This starter looks small because it was! I had factored in the other element of the dinner, such as the tray of oysters, crudités and what was to follow. So I decided to go with one each (I had made two each in case, but they were really good for lunch today cold!) The sauce (dressing really) was coriander (cilantro) in olive oil.
For 8-12 rolls (depending on size and how sharp your knife is!)
3 big aubergines/eggplants
1 cup/140g of cashew nuts
(roast in the oven for five minutes- if they are not already roasted ones)
4 red onions
2 tablespoons of chopped parsley
one bunch of coriander/cilantro
2 tablespoons of wine vinegar
salt and pepper
Take two of the aubergines and slice them lengthways discard the sides as they are just skin and too short to roll.
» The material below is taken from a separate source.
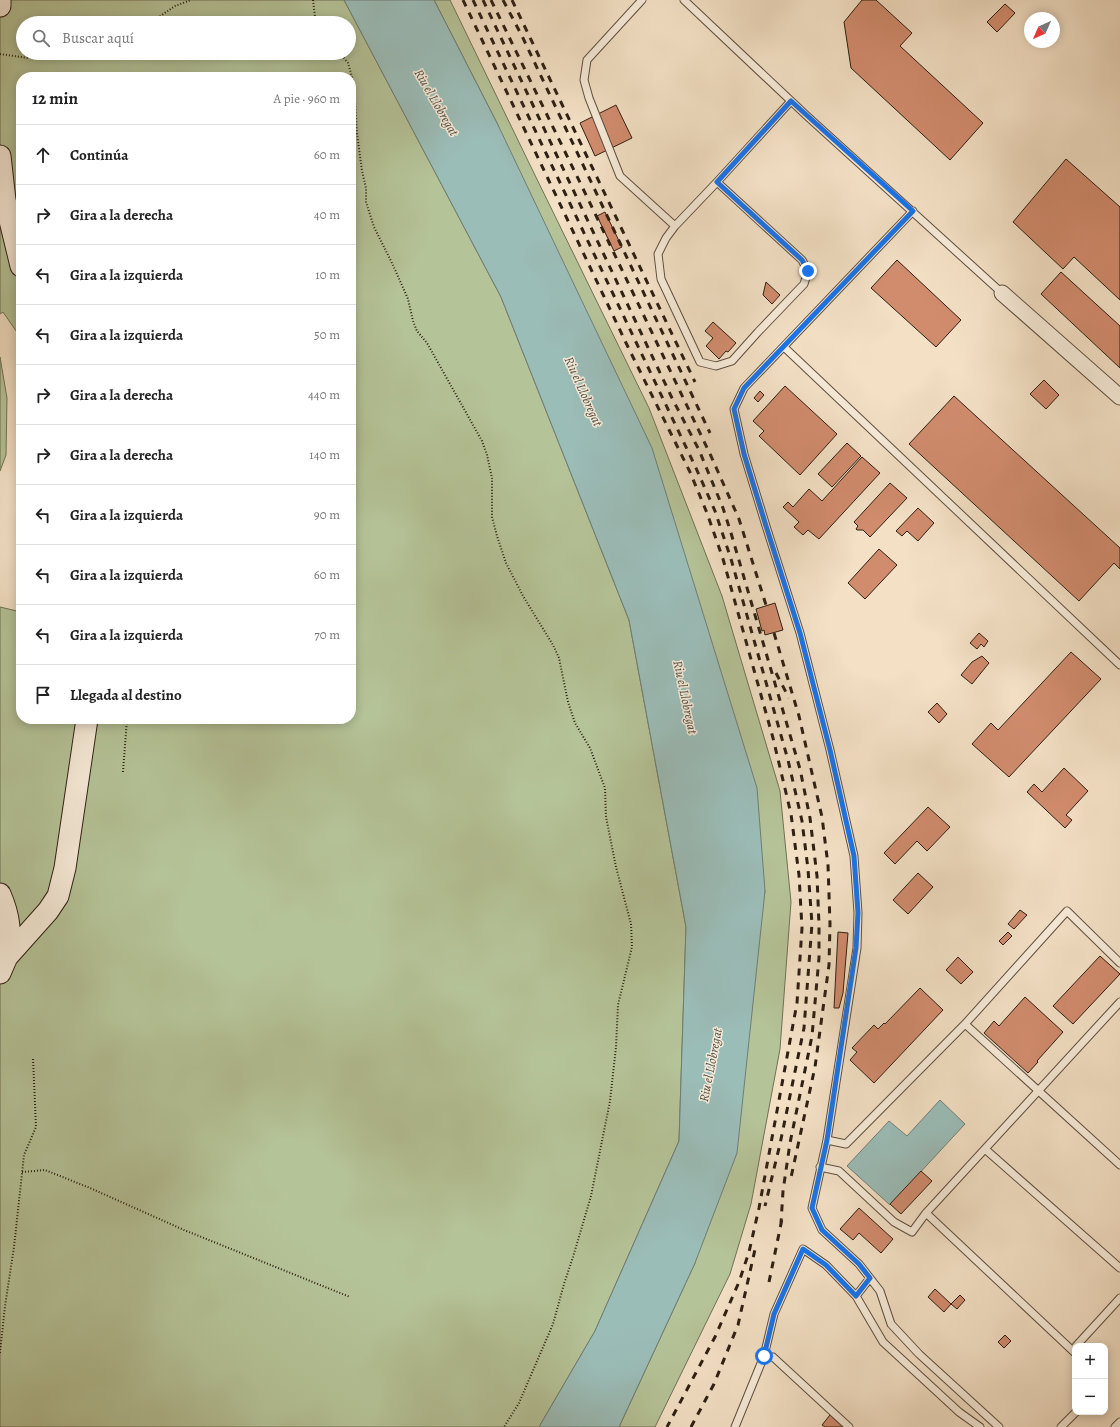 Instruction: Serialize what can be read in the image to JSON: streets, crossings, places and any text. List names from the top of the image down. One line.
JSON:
{"water":["Riu el Llobregat"],"north":"bottom left","page":{"search":"Buscar aquí","heading":["12 min","A pie · 960 m"],"list":[["Continúa","60 m"],["Gira a la derecha","40 m"],["Gira a la izquierda","10 m"],["Gira a la izquierda","50 m"],["Gira a la derecha","440 m"],["Gira a la derecha","140 m"],["Gira a la izquierda","90 m"],["Gira a la izquierda","60 m"],["Gira a la izquierda","70 m"],"Llegada al destino"],"map_buttons":["+","−"]}}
Depending how many slices you make will determine how many rolls you have - so section it off in your head first as they should be about 1.5 cm (just over half an inch) wide. Put into a bowl and salt each side lightly and let them de-gorge their water for at least half an hour. Put them on a baking tray (with a lip to the sides as the oil releases itself once they are cooked) and paint on some olive oil with a pastry brush, so the oil is spread evenly - on both sides. In an oven of 180°c/350°f, bake them for about 30 minutes or until browned and soft turning half way (roast the nuts at the same time as the aubergines).
The other aubergine is for the stuffing; peel this one and cube into small dices (the size of your little finger tip) and salt this as indicated above. Slice the onions and slowly cook them off in olive oil, until they are dark and soft; this can take 20 minutes. Remove them and cook the aubergines in the same way adding a little olive oil when needed. Once soft, put back in the onions, the chopped parsley and half the nuts (also chopped), stir everything and add the vinegar -stir once again, turn off the heat and add some pepper but not salt as the aubergines have already been salted and let cool.
Assemble the slices putting in the stuffing and rolling them up, leaving the seam underneath. They are good hot or cold. If you are serving them warm, just leave on a low heat for 15 minutes so they are not burning hot. I added the sauce and some extra chopped nuts to serve.
The sauce was made using the whole bunch of coriander/cilantro (including the stalks or should I say especially the stalks, as they have the most flavour). Simple chop finely with a few tablespoons of olive oil and some salt to taste.
NOTE : you may very well want to put cheese with this, but as we had a (big!) cheese course, I did not want to use any beforehand - so go ahead as it would also work well in or on top, melted.